Du côté de la demande, la politique monétaire peut et devrait jouer un rôle central. L'ensemble des mesures annoncées par la BCE au mois de juin devrait fournir la stimulation attendue de la demande et nous nous tenons prêts à ajuster encore l'orientation de notre politique monétaire. Compte tenu de la trajectoire baissière de l'inflation, le Conseil des gouverneurs pourrait également avoir recours aux instruments non conventionnels pour préserver l'ancrage solide des anticipations d’inflation à moyen et à long terme.

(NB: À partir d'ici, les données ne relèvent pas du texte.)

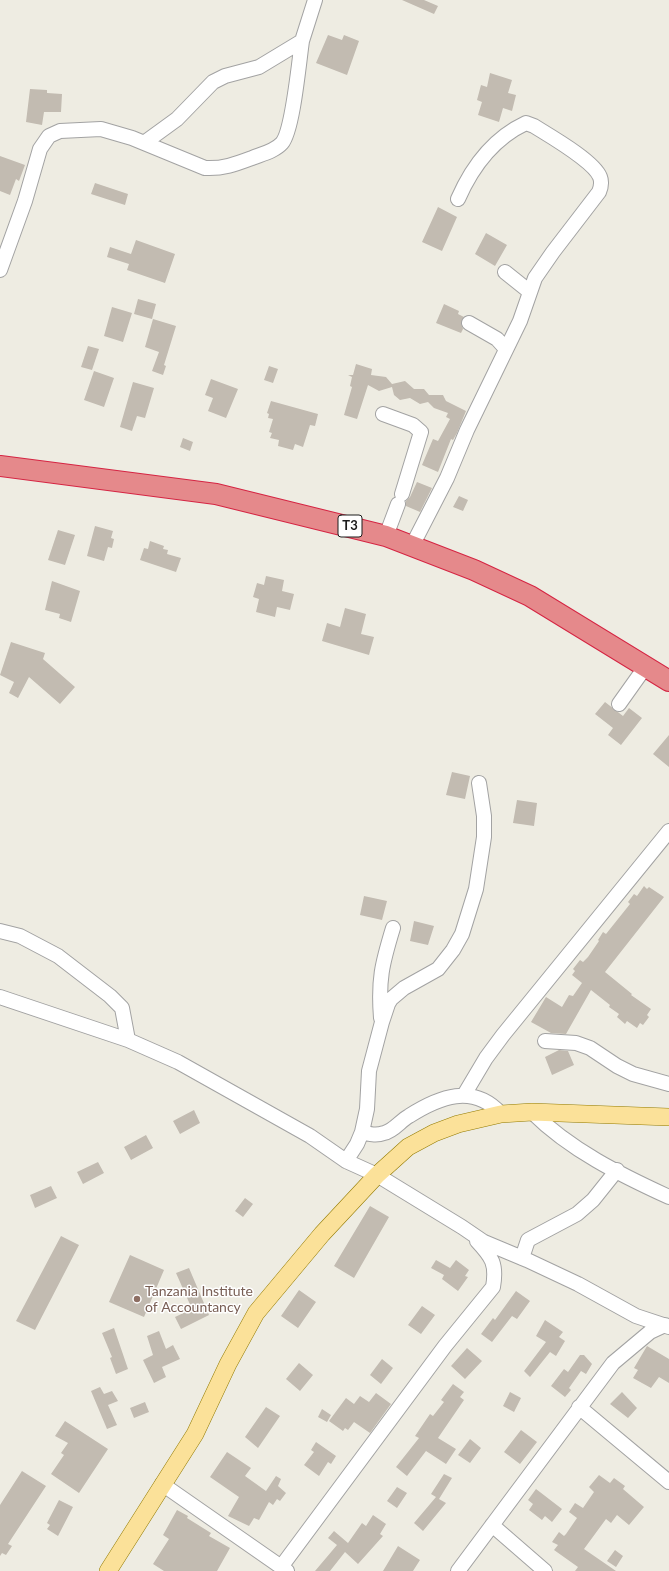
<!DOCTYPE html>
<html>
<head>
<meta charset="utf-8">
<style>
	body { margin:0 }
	canvas { display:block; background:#eeece2 }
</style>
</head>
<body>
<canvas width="669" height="1571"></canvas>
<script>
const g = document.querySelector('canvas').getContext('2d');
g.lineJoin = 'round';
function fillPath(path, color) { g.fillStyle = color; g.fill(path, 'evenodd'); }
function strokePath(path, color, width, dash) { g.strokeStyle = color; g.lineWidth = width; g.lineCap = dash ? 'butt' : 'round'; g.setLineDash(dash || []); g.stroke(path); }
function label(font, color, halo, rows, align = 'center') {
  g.font = font + ' Lato,sans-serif'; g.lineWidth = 3; g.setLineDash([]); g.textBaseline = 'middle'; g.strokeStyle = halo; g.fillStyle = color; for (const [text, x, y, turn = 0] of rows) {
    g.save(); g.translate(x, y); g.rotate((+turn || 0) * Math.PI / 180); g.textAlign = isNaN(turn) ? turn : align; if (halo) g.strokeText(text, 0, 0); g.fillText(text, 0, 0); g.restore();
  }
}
fillPath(new Path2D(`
	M402,0H424L438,6L434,14Z
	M328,35L342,40L344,35L359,41L347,75L316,63Z
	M490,73L512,80L508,93L516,95L512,111L503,108L499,122L478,115L482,102L477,100L481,85L487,87Z
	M30,89L47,90V93L62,94L61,112H44L42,125L26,122Z
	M0,156L25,165L19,181L16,179L10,195L0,191Z
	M95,183L128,194L125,205L91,194Z
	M438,207L457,217L442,251L422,242Z
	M486,233L507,245L495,266L475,254Z
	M136,240L175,254L165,283L127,270L129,264L107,257L110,247L131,254Z
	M138,299L156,304L152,319L134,314Z
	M444,304L459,311L458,314L464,317L461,323L463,329L461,333L436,323Z
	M112,307L132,313L123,342L104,336Z
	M153,319L176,326L164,365L166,366L163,375L152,371L159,352L145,347Z
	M88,346L99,349L92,370L81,367Z
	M356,364L372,369L371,375L386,377L392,384L405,381L414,389H424L429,395H443L446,401L466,411L457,433L453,440L451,439L438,472L422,465L433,439L438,441L450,419L446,417L448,413L434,408L428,402L420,404L410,398L400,400L394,395L392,387L379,391L368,385L357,419L344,415L352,387L350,386L352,377L348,375H353Z
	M269,366L278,369L273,383L264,380Z
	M94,371L114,378L104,407L84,400Z
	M211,379L238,389L226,418L208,411L213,398L205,395Z
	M133,382L154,388L145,418L137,416L132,431L120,427Z
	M271,401L318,414L315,426L310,425L303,447L295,444L293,450L278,446L279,440L270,438L272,433L269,432L273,419L268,418L269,414L267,413Z
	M183,438L193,442L190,451L180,447Z
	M417,482L432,488L420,512L406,506V501L410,497Z
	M459,496L468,500L463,511L453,507Z
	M95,526L113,531L111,538L114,539L112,548L108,547L104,561L87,556Z
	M58,530L75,535L65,565L48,560Z
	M150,541L164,546L163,549L168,550L167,554L181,558L176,572L140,560L144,548L148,549Z
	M266,576L284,580L282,591L294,594L290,610L277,607L275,617L256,612L259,599L253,597L257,583L264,585Z
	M52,581L80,591L71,622L59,618L60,614L45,610Z
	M345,608L366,614L361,634L374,637L369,655L322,641L327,623L340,627Z
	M11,642L45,653L43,659L75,687L60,704L29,677L18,698L9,693L14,682L0,675Z
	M605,702L623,716L629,708L642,718L621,745L608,735L613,728L595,714Z
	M669,735V767L653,754Z
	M452,772L470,776L465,799L446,795Z
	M517,800L537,803L534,826L513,823Z
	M644,886L647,889L649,887L664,897L605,972L632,994L631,995L651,1009L647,1015L649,1017L643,1025L640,1023L637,1028L627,1021L625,1024L617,1017L619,1014L609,1007L610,1005L591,990L566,1034L551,1033L531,1022L546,997L562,1007L569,995L573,996L582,983L572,975L575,971L573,969L580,960L583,962L588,957L599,941L598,940L603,932L606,934L630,904L628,902L634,894L637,896Z
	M364,896L387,901L382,920L360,915Z
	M414,921L434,926L428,945L410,941Z
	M559,1050L568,1051L574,1065L552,1075L545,1057Z
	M194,1110L200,1123L180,1134L173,1121Z
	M146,1135L153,1148L131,1160L124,1147Z
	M98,1162L104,1173L83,1184L77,1172Z
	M51,1186L57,1198L35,1208L30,1195Z
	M245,1198L253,1204L243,1217L235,1211Z
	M370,1206L389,1217L354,1278L334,1266Z
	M61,1236L79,1245L35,1330L16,1321Z
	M130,1255L164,1270L144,1317L109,1302Z
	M436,1260L450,1268L456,1260L469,1270L465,1276L468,1277L458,1291L442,1279L444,1275L431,1268Z
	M189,1268L209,1315L181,1329L175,1317L192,1309L176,1273Z
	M299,1290L316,1302L298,1328L281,1316Z
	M516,1291L530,1301L517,1319L512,1316L492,1342L481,1334L493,1318L495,1320Z
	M422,1306L435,1315L421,1334L408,1325Z
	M545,1320L563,1332L559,1337L565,1341L556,1356L550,1352L530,1377L524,1371L546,1342L536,1336Z
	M114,1328L128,1369L116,1374L110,1358L112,1357L102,1333Z
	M159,1331L166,1349L173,1345L180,1359L162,1367L166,1377L154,1383L143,1360L153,1355L147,1336Z
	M647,1346L669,1359V1383L659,1377L651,1388L633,1378L638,1370L634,1368Z
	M467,1348L482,1361L465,1379L451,1366Z
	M580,1355H584L592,1364L586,1374L581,1371L569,1388L571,1390L565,1397L551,1386L564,1369L568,1372Z
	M382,1359L393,1368L381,1384L370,1375Z
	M299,1363L313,1375L300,1391L286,1379Z
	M453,1384L464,1392L460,1397L464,1400L438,1438L456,1449L446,1464L426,1451L407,1476L396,1467L419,1438L415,1436L430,1414L433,1416L444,1402L441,1400Z
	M100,1387L104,1394L112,1391L118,1401L108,1405L117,1425L107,1429L91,1391Z
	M510,1392L521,1398L514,1412L503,1406Z
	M622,1392L637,1408L628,1418L610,1404Z
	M376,1393L391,1404L370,1433L354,1422L348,1430L345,1428L343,1431L329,1421L346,1398L354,1404L360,1396L369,1402Z
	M145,1402L149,1412L134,1418L130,1408Z
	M266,1407L280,1416L258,1448L245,1437Z
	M322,1409L331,1415L327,1422L318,1417Z
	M65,1421L108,1449L79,1493L51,1474L64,1455L61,1453L68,1443L55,1436Z
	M521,1430L537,1442L520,1464L504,1452Z
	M470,1439L481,1448L470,1463L458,1455Z
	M316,1442L336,1456L331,1464L328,1462L319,1476L304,1465L314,1452L311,1450Z
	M227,1452L251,1468L245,1476L266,1491L276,1476L281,1479L278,1486L286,1493L280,1501L277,1499L273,1505L269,1502L259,1520L254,1518L249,1526L228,1516L239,1497L210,1477Z
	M22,1471L46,1486L8,1544L12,1546L6,1555L2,1553L0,1556V1505Z
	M444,1474L452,1478L439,1499L446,1503L423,1531L414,1523L436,1497L431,1494Z
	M599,1475L610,1483L614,1478L625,1486L623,1489L644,1507L629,1525L617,1515L611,1523L606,1519L584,1549L616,1571H575L578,1567L554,1550L558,1545L552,1542L559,1532L564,1536L566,1534L577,1518L569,1512L575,1503L583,1508L594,1492L589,1487Z
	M397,1487L407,1493L397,1508L387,1501Z
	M536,1489L562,1509L552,1522L545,1516L542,1520L529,1510L533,1504L528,1500Z
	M59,1500L73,1507L58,1536L47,1529L50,1525L47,1523Z
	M177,1510L188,1516L187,1518L211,1533L209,1536L230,1548L217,1571H164L153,1564L169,1539L163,1535Z
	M373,1515L386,1524L380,1534L383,1536L358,1564L345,1552L330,1571H315L337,1545L328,1538L334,1531L348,1543L362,1523L366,1526Z
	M398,1546L420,1560L413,1571H383Z
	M615,1550L623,1556L616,1567L607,1561Z`), '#c2bbb1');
const minor = new Path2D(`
	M144,143L177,119L213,82L225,76L259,67L302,41L315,0
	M0,270L25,201L40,149L49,136L60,131L101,129L132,138L205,168C223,169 236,164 252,158C262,154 275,151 282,143C293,130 299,61 302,41
	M505,272L530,292
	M469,323L497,339L506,349
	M383,414L413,425L421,432L402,494
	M386,536L398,504
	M412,546L447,478L467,430L520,321L535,278L553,252L599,192C601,187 602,182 600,177C594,161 550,136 534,126L526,123C494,138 472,167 458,199
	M619,704L646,666
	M0,931L20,936L58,956L110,996L122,1008L128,1040
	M0,997L128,1040L178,1062L310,1136L346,1161L377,1175L462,1227L484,1242L527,1260L578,1284L636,1316L669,1327
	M381,1018C378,980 382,964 393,928
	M545,1041L576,1043L590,1048L617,1066L633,1074L669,1084
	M464,1095L486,1058L503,1035L669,831
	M532,1112C570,1150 621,1175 669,1197
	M362,1132C369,1134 376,1136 384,1133C394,1131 400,1121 409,1116C439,1097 473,1083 501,1114
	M346,1161L357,1144L362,1132L367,1109L369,1071L382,1022L388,1004L391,999L404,988L438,969L453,950L462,934L476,889L484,837V816L479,783
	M522,1258L528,1240L577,1214L593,1200L617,1170
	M579,1407L669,1482
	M162,1484L287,1571
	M492,1525L545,1571
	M281,1567L445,1346L493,1287C497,1264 492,1257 477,1241
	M458,1571L613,1363L650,1332L665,1325`);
const major = new Path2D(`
	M108,1571L195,1434L228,1364L256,1313L322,1234L377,1175L408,1147L434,1133L458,1124L501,1114L532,1112L669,1117`);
const highway = new Path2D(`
	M0,466L216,494L386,536L474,570L530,596L669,681`);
strokePath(minor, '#a3a3a3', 16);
strokePath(major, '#937b01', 18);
strokePath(highway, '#d52543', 22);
strokePath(minor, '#fff', 14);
strokePath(major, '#fbe199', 17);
strokePath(highway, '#e5898b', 20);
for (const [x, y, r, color] of [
	[137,1299,4,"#8d6e63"]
]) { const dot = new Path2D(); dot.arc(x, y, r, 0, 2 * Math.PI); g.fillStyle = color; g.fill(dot); strokePath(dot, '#fff', 1.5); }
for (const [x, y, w] of [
	[350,526,24]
]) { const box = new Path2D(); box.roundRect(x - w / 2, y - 11, w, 22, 3); g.fillStyle = '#fff'; g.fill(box); strokePath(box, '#1c1c1c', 1); }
label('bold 13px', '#1c1c1c', null, [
	["T3",350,526]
]);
label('14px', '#785e54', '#fff', [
	["Tanzania Institute",145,1291],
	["of Accountancy",145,1307]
], 'left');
</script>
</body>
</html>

Cependant, si la politique budgétaire pouvait jouer un rôle accru parallèlement à la politique monétaire, l'orientation globale de cette dernière en serait facilitée. La zone euro pâtit de l'efficacité et de la disponibilité moindres de la politique budgétaire, en particulier par rapport aux autres économies avancées. Cela s'explique par le fait que les banques centrales de ces pays ont pu agir - et ont agi - en tant qu'instance de soutien des financements publics. Tout en respectant nos conditions initiales spécifiques et les contraintes juridiques, nous avons quatre moyens d'action à notre disposition.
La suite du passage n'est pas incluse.